Rambling 07 Feb 2012

For those that don’t know, PALGN.com.au is one of the oldest Australian community gaming websites, going online in 2003 back before there were localised versions of IGN, GameSpot, or Kotaku. In 2005 when I started up AustralianGamer.com, they were one of the few sites I regularly visited that produced regular Australian based content.

I used to email James Gay, the founder and original CEO of the site, when AustralianGamer was just getting off the ground. He was hugely supportive, and over the years we ran many cross promotional events and often cross linked stories.
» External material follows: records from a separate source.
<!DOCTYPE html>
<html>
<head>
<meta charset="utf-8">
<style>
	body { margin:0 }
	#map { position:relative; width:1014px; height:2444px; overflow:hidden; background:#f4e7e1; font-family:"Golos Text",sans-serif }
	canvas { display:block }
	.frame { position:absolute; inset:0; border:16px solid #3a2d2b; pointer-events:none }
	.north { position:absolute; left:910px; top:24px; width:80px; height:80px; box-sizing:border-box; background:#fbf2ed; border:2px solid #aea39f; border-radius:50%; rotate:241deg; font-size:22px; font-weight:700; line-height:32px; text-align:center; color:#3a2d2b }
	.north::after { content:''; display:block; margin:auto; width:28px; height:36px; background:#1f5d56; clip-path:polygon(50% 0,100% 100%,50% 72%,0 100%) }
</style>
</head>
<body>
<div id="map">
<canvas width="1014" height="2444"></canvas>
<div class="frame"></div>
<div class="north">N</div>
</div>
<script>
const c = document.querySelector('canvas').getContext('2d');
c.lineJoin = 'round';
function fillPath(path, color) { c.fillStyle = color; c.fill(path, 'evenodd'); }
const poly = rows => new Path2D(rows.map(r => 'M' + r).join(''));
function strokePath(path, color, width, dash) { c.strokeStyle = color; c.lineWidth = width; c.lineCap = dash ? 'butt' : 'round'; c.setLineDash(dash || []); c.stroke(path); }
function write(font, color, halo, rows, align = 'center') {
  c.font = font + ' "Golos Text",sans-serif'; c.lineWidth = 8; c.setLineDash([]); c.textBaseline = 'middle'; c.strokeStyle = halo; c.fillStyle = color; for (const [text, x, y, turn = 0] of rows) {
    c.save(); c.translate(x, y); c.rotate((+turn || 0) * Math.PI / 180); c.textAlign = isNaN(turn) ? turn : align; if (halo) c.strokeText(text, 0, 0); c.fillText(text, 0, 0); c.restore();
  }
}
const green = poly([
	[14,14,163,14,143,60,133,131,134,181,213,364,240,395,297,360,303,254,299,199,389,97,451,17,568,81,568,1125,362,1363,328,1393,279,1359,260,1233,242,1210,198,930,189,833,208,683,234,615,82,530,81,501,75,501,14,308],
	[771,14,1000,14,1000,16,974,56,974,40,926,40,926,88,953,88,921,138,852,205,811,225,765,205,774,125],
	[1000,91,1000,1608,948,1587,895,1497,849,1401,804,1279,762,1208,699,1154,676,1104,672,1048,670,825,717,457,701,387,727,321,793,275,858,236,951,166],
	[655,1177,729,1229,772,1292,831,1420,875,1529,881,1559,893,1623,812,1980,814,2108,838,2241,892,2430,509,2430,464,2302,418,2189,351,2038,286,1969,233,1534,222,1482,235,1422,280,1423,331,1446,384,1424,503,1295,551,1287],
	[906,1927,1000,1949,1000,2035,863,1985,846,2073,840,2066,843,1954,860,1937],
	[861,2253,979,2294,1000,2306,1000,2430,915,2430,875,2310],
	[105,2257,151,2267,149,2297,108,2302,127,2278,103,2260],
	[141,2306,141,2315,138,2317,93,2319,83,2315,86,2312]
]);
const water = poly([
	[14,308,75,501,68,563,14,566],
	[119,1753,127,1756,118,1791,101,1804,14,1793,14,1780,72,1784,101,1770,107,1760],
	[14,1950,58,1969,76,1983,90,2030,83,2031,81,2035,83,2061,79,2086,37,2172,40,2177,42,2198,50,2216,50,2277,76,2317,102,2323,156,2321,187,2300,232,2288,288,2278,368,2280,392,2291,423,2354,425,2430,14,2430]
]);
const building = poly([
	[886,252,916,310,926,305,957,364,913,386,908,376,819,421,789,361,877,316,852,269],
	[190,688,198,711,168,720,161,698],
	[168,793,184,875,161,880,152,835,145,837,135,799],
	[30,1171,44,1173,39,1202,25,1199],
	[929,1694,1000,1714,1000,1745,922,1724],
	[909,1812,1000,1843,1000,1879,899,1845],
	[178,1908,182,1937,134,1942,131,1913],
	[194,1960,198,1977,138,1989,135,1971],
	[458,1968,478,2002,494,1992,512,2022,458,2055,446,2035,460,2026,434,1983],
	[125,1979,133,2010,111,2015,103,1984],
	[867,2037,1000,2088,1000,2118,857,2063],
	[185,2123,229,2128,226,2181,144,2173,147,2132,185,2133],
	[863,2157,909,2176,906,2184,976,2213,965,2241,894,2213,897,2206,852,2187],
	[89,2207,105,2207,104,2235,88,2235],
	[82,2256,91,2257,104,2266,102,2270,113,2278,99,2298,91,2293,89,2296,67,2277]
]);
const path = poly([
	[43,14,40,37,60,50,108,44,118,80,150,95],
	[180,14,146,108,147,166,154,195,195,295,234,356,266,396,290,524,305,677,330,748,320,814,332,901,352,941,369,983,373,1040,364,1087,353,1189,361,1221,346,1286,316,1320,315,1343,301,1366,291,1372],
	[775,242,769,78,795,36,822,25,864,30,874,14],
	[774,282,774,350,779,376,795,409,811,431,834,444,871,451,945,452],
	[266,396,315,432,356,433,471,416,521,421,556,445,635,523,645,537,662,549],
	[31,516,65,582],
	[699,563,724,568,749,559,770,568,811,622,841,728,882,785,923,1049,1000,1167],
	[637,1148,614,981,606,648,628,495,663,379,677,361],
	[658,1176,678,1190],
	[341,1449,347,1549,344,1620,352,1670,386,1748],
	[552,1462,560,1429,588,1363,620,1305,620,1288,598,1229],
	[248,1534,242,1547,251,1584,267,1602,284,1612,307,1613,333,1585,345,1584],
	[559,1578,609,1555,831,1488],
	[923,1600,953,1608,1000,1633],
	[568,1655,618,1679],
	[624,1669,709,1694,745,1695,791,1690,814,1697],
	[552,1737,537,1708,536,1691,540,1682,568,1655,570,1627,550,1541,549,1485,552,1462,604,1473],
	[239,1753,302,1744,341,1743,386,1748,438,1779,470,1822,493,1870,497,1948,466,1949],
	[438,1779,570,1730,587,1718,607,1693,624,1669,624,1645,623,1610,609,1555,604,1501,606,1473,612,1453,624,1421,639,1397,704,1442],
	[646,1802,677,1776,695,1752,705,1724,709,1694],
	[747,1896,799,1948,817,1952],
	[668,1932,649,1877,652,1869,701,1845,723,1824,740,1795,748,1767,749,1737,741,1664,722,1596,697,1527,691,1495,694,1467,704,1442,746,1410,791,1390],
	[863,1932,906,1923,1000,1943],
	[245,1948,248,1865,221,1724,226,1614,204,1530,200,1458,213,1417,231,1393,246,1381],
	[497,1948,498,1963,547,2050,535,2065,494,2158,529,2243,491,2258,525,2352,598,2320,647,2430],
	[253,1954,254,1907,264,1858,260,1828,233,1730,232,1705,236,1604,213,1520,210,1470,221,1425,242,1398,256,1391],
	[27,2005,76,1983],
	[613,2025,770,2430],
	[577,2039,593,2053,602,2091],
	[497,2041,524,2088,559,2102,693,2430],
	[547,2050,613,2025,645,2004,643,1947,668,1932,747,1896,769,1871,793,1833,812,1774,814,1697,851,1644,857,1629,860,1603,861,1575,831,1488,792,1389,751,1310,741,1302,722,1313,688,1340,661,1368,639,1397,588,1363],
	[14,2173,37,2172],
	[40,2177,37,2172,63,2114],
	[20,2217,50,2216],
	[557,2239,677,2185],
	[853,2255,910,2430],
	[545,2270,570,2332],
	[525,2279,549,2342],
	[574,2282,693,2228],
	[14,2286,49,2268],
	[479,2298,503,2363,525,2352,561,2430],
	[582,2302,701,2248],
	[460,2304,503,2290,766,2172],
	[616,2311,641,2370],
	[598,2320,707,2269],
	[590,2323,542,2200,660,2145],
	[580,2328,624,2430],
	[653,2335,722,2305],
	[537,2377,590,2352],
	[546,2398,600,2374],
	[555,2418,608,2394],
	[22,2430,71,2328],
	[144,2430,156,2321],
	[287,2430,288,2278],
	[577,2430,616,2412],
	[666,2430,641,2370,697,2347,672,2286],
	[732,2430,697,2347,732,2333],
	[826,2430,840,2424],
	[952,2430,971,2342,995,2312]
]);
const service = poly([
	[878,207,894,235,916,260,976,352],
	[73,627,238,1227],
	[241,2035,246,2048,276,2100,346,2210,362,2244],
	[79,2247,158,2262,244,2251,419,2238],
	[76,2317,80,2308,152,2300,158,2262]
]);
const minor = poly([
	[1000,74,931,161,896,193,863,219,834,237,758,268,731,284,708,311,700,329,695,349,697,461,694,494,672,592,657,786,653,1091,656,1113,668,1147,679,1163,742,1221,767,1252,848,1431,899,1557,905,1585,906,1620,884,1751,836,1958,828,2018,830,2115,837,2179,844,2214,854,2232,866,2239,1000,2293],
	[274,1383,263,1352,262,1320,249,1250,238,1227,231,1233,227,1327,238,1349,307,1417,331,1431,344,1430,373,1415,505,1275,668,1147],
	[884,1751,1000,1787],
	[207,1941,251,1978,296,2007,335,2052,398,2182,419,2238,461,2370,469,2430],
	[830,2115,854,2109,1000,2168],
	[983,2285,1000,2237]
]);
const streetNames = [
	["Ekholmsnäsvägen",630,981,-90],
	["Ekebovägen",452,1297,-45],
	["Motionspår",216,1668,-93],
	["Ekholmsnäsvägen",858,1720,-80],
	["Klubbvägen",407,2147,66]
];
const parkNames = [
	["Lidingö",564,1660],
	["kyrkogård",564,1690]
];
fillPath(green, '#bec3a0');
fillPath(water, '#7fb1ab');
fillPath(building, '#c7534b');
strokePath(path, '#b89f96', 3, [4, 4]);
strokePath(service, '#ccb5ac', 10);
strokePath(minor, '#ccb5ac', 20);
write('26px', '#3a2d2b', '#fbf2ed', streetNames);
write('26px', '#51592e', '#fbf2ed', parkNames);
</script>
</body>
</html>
A few of the AustralianGamer writers wouldn’t be a part of the site if it wasn’t for PALGN in fact.

It takes a lot of committment to keep a community website going, often with little to no reward, so the latest chain of events does indeed make me sad – not just for all involved, but what it means to PALGN’s reputation as well.

Leigh and I worked to get the facts straight in an article that was posted on MCV Pacific early this morning, including quotes from Jeremy Jastrzab (Executive editor) and Adam Ghiggino (Managing editor). The gist of it is a leaked internal forum conversation between the writers and Roland Kulen, the current owner of the site. The staff cite a lack of communication as well as issues with server loading times making it difficult to contribute and frustrating for users to read, with Roland being distanced and vague in his responses. The result of this coming to light is that all the editorial staff have now made it public that they will no longer be contributing to PALGN, with some of them even collaborating on starting up their own seperate games website.

I’ll be honest, this isn’t news to me – I know some of the writers, and I know they’ve been unhappy for awhile. I just thought, you know, Roland would have done something by now. It’s a website where the contributors are volenteers, all they want is to have fun writing about what they’re passionate about and get a little bit of industry recognition.